[EXERCISE DIRECTIONS] Among the entries below, which lines include the string "place"? Show each one.

[THE DATA]
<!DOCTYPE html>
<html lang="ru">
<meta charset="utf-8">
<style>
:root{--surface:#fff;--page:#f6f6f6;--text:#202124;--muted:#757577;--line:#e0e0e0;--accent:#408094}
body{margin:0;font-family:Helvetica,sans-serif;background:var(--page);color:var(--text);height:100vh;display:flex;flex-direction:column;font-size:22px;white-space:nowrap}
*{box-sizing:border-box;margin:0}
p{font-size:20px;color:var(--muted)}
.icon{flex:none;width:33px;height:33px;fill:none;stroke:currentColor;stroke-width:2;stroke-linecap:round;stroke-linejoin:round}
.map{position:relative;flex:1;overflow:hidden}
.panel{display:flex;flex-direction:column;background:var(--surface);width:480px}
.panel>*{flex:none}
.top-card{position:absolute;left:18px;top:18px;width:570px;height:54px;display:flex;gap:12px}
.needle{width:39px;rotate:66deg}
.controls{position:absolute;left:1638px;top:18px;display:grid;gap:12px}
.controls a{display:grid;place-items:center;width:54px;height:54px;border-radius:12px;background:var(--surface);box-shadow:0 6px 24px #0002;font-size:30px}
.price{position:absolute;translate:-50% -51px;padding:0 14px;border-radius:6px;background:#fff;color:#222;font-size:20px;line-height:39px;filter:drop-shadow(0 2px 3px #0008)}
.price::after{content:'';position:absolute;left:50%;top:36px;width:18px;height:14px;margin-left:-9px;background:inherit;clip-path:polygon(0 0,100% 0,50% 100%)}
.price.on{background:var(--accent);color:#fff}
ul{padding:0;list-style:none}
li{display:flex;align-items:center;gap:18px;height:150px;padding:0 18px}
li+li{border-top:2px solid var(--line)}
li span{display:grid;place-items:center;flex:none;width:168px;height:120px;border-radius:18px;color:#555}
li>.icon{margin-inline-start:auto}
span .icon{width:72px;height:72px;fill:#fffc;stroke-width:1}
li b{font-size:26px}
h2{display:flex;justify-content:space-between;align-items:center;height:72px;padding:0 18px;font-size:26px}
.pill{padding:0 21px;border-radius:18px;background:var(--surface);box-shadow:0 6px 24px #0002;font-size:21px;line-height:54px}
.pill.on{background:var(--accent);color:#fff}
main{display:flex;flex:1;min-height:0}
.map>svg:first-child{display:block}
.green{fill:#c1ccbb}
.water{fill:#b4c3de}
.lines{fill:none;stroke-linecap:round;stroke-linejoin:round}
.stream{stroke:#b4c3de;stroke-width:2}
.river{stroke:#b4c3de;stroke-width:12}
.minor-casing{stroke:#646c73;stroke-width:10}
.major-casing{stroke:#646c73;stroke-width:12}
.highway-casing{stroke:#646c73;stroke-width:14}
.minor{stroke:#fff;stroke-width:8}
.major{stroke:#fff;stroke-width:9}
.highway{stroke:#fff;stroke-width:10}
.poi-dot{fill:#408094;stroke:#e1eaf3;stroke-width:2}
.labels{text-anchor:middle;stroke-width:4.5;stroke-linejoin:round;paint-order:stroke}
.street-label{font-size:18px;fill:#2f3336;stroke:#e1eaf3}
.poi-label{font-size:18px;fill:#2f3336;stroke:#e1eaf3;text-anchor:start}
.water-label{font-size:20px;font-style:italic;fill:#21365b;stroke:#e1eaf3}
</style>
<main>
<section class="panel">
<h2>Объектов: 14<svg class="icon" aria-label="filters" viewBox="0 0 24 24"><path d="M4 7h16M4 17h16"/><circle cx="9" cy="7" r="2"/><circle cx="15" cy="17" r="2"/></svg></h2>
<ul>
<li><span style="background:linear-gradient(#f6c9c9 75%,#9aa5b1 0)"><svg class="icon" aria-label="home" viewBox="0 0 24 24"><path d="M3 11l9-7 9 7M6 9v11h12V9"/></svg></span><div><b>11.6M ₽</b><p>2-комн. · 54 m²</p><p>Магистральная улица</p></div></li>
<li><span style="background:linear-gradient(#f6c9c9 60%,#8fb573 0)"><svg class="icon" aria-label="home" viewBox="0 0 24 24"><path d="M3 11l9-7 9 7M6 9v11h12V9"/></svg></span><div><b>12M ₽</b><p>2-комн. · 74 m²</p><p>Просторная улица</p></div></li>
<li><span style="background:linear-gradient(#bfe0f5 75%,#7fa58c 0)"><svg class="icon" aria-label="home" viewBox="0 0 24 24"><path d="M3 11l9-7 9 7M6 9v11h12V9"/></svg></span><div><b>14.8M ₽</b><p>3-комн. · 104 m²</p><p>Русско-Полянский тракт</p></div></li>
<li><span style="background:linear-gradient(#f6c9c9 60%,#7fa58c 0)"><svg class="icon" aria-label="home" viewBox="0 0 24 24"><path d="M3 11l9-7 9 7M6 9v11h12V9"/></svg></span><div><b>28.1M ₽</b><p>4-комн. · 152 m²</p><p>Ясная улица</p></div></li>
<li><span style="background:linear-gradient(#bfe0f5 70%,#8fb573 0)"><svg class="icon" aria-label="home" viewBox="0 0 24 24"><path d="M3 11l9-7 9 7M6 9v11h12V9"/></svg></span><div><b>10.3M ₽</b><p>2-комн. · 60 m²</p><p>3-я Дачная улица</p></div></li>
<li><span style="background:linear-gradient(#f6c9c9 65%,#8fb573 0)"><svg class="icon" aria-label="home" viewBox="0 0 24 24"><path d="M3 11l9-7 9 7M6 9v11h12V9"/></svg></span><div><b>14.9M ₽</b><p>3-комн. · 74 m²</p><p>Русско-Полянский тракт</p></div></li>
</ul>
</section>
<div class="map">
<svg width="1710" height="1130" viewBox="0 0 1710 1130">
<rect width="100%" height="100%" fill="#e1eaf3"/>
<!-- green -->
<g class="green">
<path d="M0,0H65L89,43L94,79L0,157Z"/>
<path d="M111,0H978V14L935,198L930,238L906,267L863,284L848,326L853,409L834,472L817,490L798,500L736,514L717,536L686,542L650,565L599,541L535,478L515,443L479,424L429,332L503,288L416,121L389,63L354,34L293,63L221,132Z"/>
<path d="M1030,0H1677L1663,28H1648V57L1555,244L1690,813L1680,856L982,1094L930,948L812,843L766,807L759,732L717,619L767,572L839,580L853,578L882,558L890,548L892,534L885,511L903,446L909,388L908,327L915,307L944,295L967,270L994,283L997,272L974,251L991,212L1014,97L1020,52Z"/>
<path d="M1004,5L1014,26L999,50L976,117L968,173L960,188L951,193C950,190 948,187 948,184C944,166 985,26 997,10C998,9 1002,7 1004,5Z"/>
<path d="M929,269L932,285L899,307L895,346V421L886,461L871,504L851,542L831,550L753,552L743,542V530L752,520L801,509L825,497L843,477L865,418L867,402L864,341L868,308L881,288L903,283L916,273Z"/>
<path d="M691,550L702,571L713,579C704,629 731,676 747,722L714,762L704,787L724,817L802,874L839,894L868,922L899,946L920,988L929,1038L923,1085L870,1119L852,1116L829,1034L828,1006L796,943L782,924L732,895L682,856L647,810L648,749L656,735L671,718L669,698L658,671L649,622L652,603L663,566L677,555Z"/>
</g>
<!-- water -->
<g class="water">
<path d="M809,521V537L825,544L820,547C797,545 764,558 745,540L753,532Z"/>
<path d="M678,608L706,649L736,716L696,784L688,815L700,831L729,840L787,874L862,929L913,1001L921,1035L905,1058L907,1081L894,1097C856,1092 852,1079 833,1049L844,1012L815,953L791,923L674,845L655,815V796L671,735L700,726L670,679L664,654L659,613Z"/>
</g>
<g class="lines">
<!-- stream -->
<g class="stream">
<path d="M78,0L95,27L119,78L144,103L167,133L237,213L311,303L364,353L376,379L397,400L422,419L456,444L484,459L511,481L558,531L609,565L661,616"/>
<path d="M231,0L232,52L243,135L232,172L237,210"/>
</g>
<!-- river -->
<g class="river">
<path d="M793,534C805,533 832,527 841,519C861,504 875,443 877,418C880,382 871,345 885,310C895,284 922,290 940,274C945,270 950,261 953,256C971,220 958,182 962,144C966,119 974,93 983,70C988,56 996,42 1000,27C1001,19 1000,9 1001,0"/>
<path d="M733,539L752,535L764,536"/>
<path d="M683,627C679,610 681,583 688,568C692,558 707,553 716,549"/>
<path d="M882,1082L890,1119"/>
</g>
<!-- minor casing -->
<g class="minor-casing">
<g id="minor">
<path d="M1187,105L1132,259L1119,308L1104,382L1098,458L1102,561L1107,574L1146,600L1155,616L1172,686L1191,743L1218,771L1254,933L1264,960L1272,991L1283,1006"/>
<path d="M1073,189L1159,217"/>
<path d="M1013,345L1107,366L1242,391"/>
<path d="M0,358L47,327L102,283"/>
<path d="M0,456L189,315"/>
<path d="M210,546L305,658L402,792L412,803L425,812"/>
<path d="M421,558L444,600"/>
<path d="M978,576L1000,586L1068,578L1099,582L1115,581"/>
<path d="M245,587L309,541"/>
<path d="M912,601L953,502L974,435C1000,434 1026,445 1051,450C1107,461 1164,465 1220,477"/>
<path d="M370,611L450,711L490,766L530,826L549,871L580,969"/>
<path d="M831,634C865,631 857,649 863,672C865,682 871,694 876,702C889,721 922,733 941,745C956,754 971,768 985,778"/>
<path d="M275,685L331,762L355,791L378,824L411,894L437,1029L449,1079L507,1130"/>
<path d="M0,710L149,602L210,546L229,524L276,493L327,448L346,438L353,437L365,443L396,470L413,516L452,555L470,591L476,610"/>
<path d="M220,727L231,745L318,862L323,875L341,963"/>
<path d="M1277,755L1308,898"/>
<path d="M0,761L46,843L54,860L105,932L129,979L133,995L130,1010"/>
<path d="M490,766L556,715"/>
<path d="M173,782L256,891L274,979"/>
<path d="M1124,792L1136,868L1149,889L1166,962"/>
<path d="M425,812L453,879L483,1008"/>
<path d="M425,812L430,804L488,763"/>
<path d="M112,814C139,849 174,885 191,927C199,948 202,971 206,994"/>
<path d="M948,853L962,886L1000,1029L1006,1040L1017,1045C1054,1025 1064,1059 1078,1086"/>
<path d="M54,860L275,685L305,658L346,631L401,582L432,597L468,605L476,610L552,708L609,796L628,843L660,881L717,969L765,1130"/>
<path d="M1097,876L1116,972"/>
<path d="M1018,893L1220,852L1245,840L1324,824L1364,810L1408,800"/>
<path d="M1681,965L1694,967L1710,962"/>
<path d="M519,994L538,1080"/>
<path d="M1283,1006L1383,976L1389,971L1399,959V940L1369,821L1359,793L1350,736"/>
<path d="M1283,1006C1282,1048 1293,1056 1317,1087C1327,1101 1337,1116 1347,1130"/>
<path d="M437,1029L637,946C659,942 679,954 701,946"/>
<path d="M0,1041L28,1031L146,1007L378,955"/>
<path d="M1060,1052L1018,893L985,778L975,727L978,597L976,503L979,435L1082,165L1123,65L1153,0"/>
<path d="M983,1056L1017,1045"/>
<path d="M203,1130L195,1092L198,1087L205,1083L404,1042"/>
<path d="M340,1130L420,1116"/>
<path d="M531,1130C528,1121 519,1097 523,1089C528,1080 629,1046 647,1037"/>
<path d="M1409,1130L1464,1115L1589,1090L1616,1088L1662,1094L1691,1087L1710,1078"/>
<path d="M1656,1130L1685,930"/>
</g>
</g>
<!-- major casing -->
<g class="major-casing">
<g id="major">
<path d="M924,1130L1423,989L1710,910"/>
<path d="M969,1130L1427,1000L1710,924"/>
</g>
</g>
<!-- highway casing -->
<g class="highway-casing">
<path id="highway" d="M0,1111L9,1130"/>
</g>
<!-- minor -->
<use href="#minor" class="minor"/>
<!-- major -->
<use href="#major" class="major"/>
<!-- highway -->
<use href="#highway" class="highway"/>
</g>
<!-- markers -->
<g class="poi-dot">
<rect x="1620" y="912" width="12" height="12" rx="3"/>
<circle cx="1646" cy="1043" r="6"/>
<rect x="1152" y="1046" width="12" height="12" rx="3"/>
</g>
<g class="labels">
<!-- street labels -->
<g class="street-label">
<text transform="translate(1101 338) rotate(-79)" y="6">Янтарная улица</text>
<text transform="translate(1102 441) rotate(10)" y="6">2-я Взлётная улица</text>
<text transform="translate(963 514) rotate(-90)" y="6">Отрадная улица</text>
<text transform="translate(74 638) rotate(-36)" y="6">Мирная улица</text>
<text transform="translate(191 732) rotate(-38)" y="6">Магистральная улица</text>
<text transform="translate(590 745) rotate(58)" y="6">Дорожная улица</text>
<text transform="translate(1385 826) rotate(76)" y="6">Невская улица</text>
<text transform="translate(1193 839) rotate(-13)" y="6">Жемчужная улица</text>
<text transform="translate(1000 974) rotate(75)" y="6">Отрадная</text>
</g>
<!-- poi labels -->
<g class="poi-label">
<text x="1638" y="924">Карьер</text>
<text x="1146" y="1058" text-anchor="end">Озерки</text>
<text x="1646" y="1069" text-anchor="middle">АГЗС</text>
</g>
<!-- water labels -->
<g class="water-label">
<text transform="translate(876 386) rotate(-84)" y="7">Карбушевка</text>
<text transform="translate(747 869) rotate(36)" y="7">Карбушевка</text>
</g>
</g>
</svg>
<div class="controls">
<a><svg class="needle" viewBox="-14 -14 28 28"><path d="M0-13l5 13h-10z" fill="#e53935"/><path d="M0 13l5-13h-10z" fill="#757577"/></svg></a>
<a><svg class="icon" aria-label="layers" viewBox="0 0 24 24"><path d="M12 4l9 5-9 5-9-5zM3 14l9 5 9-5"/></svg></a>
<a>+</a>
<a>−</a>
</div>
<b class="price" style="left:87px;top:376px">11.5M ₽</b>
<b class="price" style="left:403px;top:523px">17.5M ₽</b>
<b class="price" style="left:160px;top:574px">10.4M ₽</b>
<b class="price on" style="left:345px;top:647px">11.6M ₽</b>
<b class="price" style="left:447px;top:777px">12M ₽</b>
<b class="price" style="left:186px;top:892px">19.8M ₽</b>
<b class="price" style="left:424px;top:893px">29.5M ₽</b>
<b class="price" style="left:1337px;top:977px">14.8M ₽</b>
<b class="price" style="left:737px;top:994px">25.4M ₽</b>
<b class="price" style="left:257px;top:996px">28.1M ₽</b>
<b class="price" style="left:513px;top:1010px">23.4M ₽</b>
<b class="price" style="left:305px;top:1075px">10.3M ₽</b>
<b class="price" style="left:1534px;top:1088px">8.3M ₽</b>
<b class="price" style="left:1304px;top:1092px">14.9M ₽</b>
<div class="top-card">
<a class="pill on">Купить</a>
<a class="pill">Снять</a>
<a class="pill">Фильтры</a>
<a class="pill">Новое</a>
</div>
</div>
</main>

[YOUR RESPONSE]
.controls a{display:grid;place-items:center;width:54px;height:54px;border-radius:12px;background:var(--surface);box-shadow:0 6px 24px #0002;font-size:30px}
li span{display:grid;place-items:center;flex:none;width:168px;height:120px;border-radius:18px;color:#555}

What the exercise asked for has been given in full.